README.md

Select File:
# ElasticFlow

Computational distributable flows with stages.

Inspired by Flow, Spark, and Amazon's EMR.  Elastic Flow provides the structure to distribute an
enumerable data source to a cluster of servers and then aggregate into a result as data completes processing.

With Elastic Flow you create a Flow based program as normal; you'd then set your module in EF's config along with
your master/slave setup.  Work will then be distributed from master to your cluster to each server which are all running
the same program on each server, as a single BEAM app.  As work is completed the results are sent back to master to 
be aggregated.  There are default aggregation methods but the common usage will be to define your own aggregate method.

This is currently in the working proof of concept stage.  It fulfilled the author's (my) use case and as tested more is likely to be expanded on.
There is included an example that can be run from within the library locally to simulate a distributed system, which is a great way
to get a feel for the BEAM and Elastic Flow.

Scroll to the bottom if you wish to jump straight to an example.

[Full Documentation](https://hexdocs.pm/elastic_flow/0.0.1/ElasticFlow.html)

## Installation

Add `elastic_flow` to your list of dependencies in `mix.exs`:

```elixir
def deps do
  [
    {:elastic_flow, "~> 0.0.1"}
  ]
end
```

And run mix deps.get

## Options

Elastic Flow has a couple of required options; namely to set your master and slave node sname's, and the task function that
will be run.  There are also optional settings shown here and used in the Example App:

```elixir
config :elastic_flow, 
  servers: %{
	:"yam1@baggy-the-cat" => :master, 
	:"yam2@baggy-the-cat" => :slave, 
	:"yam3@baggy-the-cat" => :slave
  },
  task: {ElasticFlow.Example, :count_words},
  aggregator: {ElasticFlow.Example, :aggregate}, # Optional
  intercept: ElasticFlow.ExampleInterceptor, # Optional
  compress: false # Optional (`true` does not currently work if your data includes type Tuple)
```

## More About ES Bits and Pieces

### Receipts

At every step of the way (sending, receiving, aggregation, ..) receipts are left behind that can track specific portions of the work.

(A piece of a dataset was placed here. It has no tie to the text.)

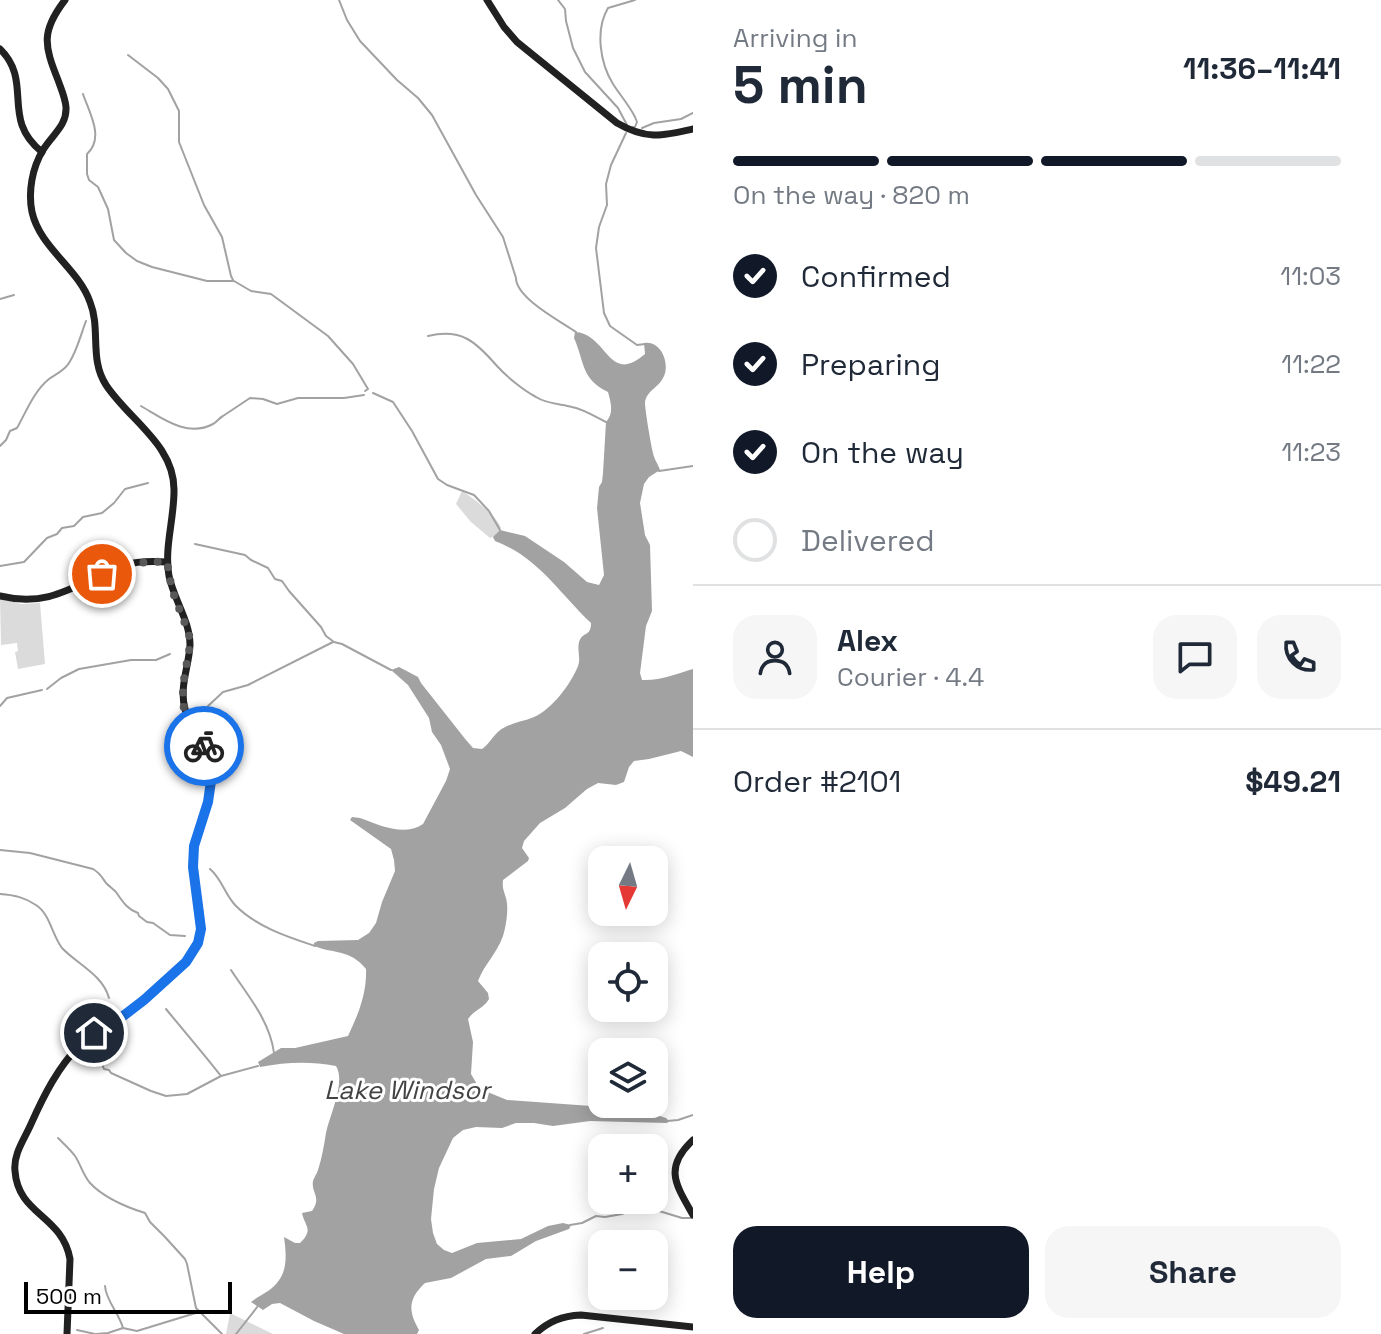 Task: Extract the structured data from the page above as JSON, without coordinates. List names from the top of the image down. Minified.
{"water":["Lake Windsor"],"scale_bar":"500 m","north":"bottom","page":{"heading":["5 min","Arriving in","11:36–11:41"],"panel":["Alex","Courier · 4.4","Order #2101","$49.21"],"bar":"On the way · 820 m","list":[["Confirmed","11:03"],["Preparing","11:22"],["On the way","11:23"],"Delivered"],"map_buttons":["+","−"],"buttons":["Help","Share"],"scale":"500 m"}}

These receipts are hashed together using the chunk of data's time of first conception, the amount of entries and the stage it came from. More importantly, they can be matched at any part of the journey from distribution to aggregation.  Receipt matching could in theory be used to keep a soft real-time track on what work is completed or failed after the program is finished running.

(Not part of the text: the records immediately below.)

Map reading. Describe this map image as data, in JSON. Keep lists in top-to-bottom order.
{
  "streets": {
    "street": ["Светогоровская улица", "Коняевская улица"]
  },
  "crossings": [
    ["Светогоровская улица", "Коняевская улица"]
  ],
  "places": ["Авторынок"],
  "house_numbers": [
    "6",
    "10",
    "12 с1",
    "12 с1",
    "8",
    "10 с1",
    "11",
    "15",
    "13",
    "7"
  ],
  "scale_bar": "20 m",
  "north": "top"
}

In the future, receipts are hoped to carry enough data to be able to determine a retry on data.  That way if a server fails, the data can be retried on whichever is available.  Currently there is only enough there to see how much data was missed and from which server.

### Distributer

Run on the master node only; this takes the original data source, reads it into a Flow to distribute it via the master's sender to the clusters receivers.  In the future different distribution methods can be added.

### Aggregator

When processed data is returned to master, the aggregator runs an operation currently to countenance the data together as it arrives. The data needent be aggragated at all, if you only wish to record or emit a result for each piece or simply track when everything is completed.  There are default aggregate functions included in the protocol lib/elastic_flow/aggregation/aggregation_protocol.ex, which may work for some basic use cases.

## Example

Let's run the example first! We can use the library on it's on before creating a full app.  A word counter will be run, just like the example used in Flow's docs.  Estimated time: 5 minutes.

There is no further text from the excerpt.